Quick triage
| Problem | First checks |
|---|
| Campaign will not start | Bot exists, number pool not empty, concurrency > 0, time window valid, CSV uploaded. |
| Campaign running but no calls | Time window, CXB Dialler health, fleet capacity, pending/retryable rows. |
| Many no-answer/rejected | Carrier/SIP status, number quality, time of day, caller ID reputation. |
| Calls answer but bot does not join | CXB Core attach errors, fleet availability, LiveKit room state. |
| Bot says wrong customer info | CSV headers, CRM pre-fetch, prompt variables. |
| Retries not happening | Max attempts reached, retry delay not elapsed, outcome not in retry rules. |
| Attempt report missing expected data | Attempt still in progress or result webhook not finalized. |
Data issues
If the bot speaks curly braces like:
then the variable is missing. Check:
- CSV header spelling
- CRM response field spelling
- prompt variable spelling
- flat vs namespaced variable usage
Dialler health
Engineering can check on the CXB Dialler host:
curl -fsS http://127.0.0.1:8090/health
uv run python scripts/smoke_check.py
The smoke check validates settings, MongoDB, indexes, health, metrics, fleet reachability, and stale campaign states.
Stuck states
Escalate if many rows remain old in:
leased
ringing
amd_screening
attaching
dialling
in_progress
_processing
callback_scheduled and retry_scheduled are normal waiting states, not stuck states — they hold until their due time. Only escalate if a callback_scheduled row stays past its scheduled time while the campaign is running and within its window.

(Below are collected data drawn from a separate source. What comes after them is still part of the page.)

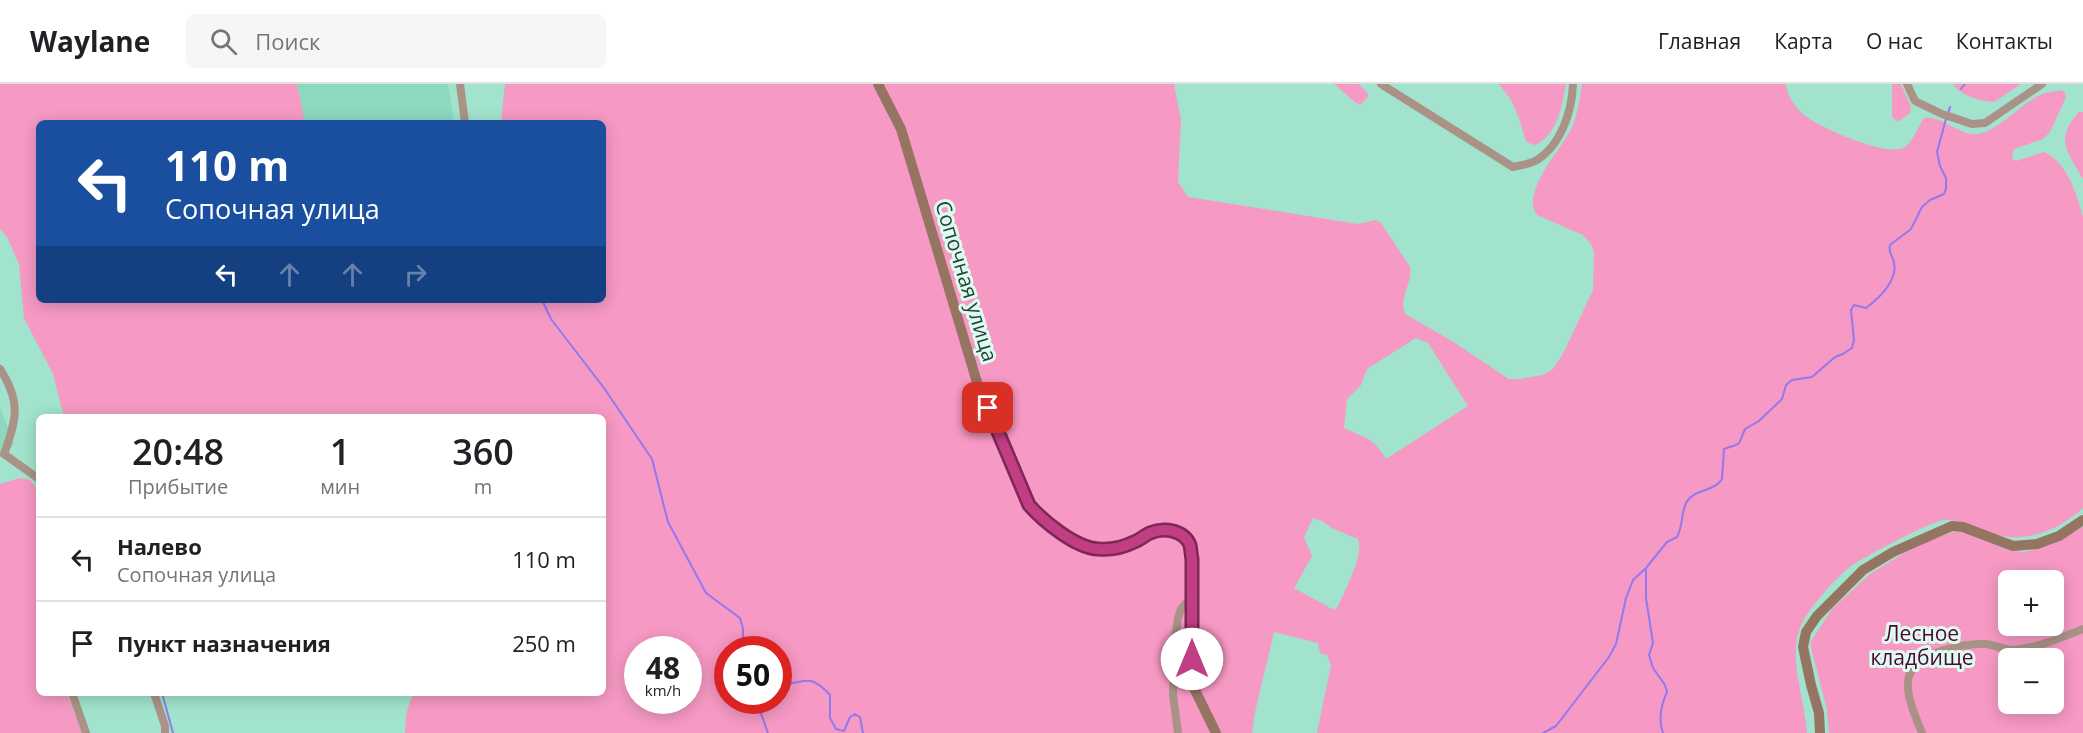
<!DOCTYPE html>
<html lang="ru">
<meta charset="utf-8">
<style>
:root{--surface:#fff;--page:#f6f6f6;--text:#202124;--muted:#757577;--line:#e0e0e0}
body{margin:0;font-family:"Open Sans",sans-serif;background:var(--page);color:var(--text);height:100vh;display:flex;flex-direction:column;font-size:22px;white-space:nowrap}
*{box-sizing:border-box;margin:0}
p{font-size:20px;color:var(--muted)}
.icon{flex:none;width:33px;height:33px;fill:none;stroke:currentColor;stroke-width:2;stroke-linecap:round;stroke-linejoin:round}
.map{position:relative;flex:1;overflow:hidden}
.sheet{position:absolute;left:36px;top:330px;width:570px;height:282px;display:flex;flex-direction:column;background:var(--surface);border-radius:9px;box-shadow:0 3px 15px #0003}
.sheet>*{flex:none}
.top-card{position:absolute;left:36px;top:36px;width:570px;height:183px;border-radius:9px;box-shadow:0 3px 15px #0003;background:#1a4fa0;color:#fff;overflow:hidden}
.fabs{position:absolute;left:1998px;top:486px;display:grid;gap:12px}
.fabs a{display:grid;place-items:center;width:66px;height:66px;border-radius:9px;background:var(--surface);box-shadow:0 3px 15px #0003;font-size:30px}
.speed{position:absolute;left:624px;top:552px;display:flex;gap:12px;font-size:30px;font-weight:700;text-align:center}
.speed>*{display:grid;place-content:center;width:78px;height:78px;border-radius:50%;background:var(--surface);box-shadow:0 3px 15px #0003;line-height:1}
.speed small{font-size:15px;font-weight:400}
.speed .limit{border:9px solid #d22;background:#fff;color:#111}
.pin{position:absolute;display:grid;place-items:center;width:51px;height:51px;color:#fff;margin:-26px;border-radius:12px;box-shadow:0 3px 9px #0006}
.me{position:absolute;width:66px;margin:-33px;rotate:0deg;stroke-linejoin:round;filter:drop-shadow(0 0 4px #0008)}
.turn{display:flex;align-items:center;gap:21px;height:126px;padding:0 30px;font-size:27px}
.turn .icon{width:78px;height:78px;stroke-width:2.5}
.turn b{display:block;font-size:42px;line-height:51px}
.lanes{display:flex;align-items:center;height:57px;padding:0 30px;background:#0003;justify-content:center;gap:30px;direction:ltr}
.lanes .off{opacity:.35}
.eta{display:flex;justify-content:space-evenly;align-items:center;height:102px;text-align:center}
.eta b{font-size:36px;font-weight:600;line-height:42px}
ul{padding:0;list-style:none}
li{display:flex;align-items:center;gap:18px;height:84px;padding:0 30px;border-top:2px solid var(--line)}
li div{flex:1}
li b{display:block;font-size:22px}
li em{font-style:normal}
header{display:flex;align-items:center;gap:36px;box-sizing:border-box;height:84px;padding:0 30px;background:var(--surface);border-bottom:2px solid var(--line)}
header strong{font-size:28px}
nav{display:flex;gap:33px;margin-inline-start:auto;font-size:21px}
.search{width:420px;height:54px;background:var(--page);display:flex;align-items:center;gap:15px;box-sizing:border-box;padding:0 21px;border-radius:9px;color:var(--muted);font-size:22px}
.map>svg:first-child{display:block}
</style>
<header>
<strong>Waylane</strong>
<div class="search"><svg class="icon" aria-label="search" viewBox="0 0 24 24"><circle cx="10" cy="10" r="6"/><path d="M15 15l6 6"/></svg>Поиск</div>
<nav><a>Главная</a><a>Карта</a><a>О нас</a><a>Контакты</a></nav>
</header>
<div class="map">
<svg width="2083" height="649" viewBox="0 0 2083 649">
<rect width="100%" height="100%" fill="#a1e3cc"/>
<!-- built -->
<path fill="#8cd9bf" d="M297 0H448L454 39H305Z
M0 323 14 360 0 374Z"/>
<!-- green -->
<path fill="#f699c4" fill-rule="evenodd" d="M0 0H297L305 39H39V216H603V39H501L505 0H1174L1181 36 1178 98 1188 113 1358 140 1376 136 1381 139 1410 183C1413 200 1398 213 1405 230L1452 257 1509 295H1520L1543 291 1553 285 1564 268 1593 206 1594 168 1591 160 1583 151 1537 131C1519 108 1565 62 1573 41 1578 28 1580 13 1582 0H1786C1786 9 1796 25 1804 31 1821 44 1883 72 1903 64 1912 61 1918 42 1924 34 1942 31 1959 52 1978 50 1998 47 2019 22 2038 12 2044 8 2054 8 2061 6L2065 9 2066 13 2050 48 2043 55 2014 65 2012 75 2016 77 2044 68C2067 78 2077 110 2083 133V424C2056 448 2023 461 1988 448 1974 443 1959 435 1944 436 1931 437 1858 476 1847 485 1831 500 1803 529 1798 550 1790 580 1805 618 1807 649H1317L1331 581 1327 571 1320 569 1318 559 1274 548 1255 628 1252 649H405C406 635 406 621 415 609H603V333H64L53 290 24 234 19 180 7 153 0 145ZM1416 254 1428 259 1468 322 1386 375C1372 352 1366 355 1344 344L1347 315 1361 301 1367 285ZM1313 434 1322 437 1332 444 1358 455C1364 472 1345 506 1338 522L1334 526 1294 504 1312 472 1304 453ZM638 566H688V616H638ZM728 566H778V616H728Z
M1334 0H1359L1368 10V13L1360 21 1356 19Z
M1499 0H1566C1562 21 1558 51 1535 61L1526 58 1519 34 1511 16Z
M1892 0H1901L1911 23 1910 29 1898 38 1892 33Z
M1953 0H2021L1994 18C1980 17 1961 12 1953 0Z
M2079 28H2083V95C2067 67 2054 56 2079 28Z
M20 394 30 396 39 407V609H67L82 649H0V400Z
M2083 443V649H1829L1827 626 1810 559 1832 525 1870 490 1904 469 1931 456 1954 448H1961L1970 450 2008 466 2023 468 2050 461ZM2008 496H2054V542H2008ZM2008 574H2054V620H2008Z"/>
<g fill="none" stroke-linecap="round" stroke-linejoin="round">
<!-- stream -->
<path stroke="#9179ee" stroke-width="2" d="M1961 5 1965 0
M1948 30 1950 23
M542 216 551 235 604 304 652 375 668 438 706 509 740 534 743 545V566
M778 597C803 606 804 583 830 611V634L836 645 844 647 850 633 855 630 860 633 863 649
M162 609 173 649
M756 616 768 649
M1543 649 1556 642 1609 573 1616 560 1626 514 1633 496 1646 484
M1663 649C1658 635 1661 621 1667 608L1665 601 1653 584 1649 571 1653 559 1646 514V484L1667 458 1677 453C1683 442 1681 430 1686 419 1694 404 1715 408 1722 395L1724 365C1744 358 1737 363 1745 345L1759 337 1782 315 1786 301 1792 296 1812 293 1835 273 1843 270 1852 264 1854 256 1851 226 1854 221 1866 224C1878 215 1898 197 1894 179 1893 172 1888 169 1890 161L1911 145 1922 123 1930 116 1944 110 1946 105V94L1940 82 1937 68 1946 35"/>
<!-- street -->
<path stroke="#aa9386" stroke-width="8" d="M460 0 465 39
M1381 0 1513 83C1521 81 1530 80 1537 76 1561 61 1572 27 1573 0
M1907 0 1915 17 1942 30 1972 40 1985 39 2042 0
M0 285C21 318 17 334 4 370L39 395
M72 609 86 649
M154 609 165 642V649
M1178 649 1173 611 1174 562 1178 534 1181 525 1192 512
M1922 649C1916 634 1904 608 1909 592 1917 568 1964 559 1986 560 1995 561 2004 566 2013 566 2038 564 2060 554 2083 545"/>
<!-- secondary -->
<path stroke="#957461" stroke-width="10" d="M878 0 901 45 979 305 1029 421 1048 439 1089 464 1108 466 1132 459 1161 445H1170L1186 455 1190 461 1192 475V575L1194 604 1216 649
M1820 649 1819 629 1811 601 1803 563 1806 548 1817 532 1863 486 1893 468 1952 442 1963 443 2013 462 2037 460 2059 452 2083 436"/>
</g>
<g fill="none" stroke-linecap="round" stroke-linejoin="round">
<!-- route casing -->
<g stroke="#7d2856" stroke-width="15">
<path id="route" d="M988 324 1029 421C1044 438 1076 464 1098 465 1110 466 1124 463 1134 458 1140 456 1145 451 1150 449 1164 443 1184 446 1190 461 1191 465 1191 471 1192 475V575"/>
</g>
<!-- route -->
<use href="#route" stroke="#c13e85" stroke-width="10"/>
</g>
<g text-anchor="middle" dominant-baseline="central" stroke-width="6" stroke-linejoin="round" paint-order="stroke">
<!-- street labels -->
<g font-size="21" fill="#274239" stroke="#dcfcf0">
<text transform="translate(967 197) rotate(73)">Сопочная улица</text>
</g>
<!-- park labels -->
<g font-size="21" fill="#540335" stroke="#dcfcf0">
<text x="1922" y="549">Лесное<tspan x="1922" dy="24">кладбище</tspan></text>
</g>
</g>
</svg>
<div class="fabs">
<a>+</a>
<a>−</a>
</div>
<div class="speed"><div>48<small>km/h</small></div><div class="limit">50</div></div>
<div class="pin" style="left:988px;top:324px;background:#d93025"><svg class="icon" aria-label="arrive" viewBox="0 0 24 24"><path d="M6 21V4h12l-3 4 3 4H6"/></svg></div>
<svg class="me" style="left:1192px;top:575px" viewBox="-20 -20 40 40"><circle r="19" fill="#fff"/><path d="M0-13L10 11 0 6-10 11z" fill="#c13e85"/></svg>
<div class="top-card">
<div class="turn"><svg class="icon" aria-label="left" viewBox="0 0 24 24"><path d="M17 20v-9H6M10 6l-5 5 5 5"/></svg><div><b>110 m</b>Сопочная улица</div></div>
<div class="lanes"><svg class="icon" aria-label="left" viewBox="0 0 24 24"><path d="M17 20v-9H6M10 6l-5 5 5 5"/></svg><svg class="icon off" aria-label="ahead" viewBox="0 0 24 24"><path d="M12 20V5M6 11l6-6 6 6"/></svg><svg class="icon off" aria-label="ahead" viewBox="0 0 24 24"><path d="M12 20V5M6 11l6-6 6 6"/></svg><svg class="icon off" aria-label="right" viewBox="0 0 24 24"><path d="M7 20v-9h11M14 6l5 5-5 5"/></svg></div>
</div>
<section class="sheet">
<div class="eta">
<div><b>20:48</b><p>Прибытие</p></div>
<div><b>1</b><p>мин</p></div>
<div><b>360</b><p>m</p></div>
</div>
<ul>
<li><svg class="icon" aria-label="left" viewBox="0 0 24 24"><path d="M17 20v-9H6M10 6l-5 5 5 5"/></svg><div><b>Налево</b><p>Сопочная улица</p></div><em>110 m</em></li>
<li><svg class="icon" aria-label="arrive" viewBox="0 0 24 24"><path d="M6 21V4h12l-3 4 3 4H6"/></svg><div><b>Пункт назначения</b></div><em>250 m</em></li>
</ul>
</section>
</div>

These states should move forward or be recovered by stale handling. Persistent buildup means the dialler, LiveKit, CXB Core, or result path needs investigation.
SIP patterns
Repeated SIP status patterns usually point outside bot logic:
| Pattern | Common meaning |
|---|
| 408 / 480 | No answer or temporarily unavailable. |
| 486 / 603 | Busy/rejected/declined. |
| 429 | Rate limited. |
| 5xx | Carrier/provider/server issue. |
How the dialler maps SIP to a disconnect reason: on an unanswered dial, a SIP code of 408, 480, or an empty/missing code is recorded as no_answer; any other non-answer code is recorded as rejected. So a 486/603 (and most other failure codes) become rejected, while ring-no-answer and timeouts become no_answer.
Do not change the bot prompt to fix SIP failures.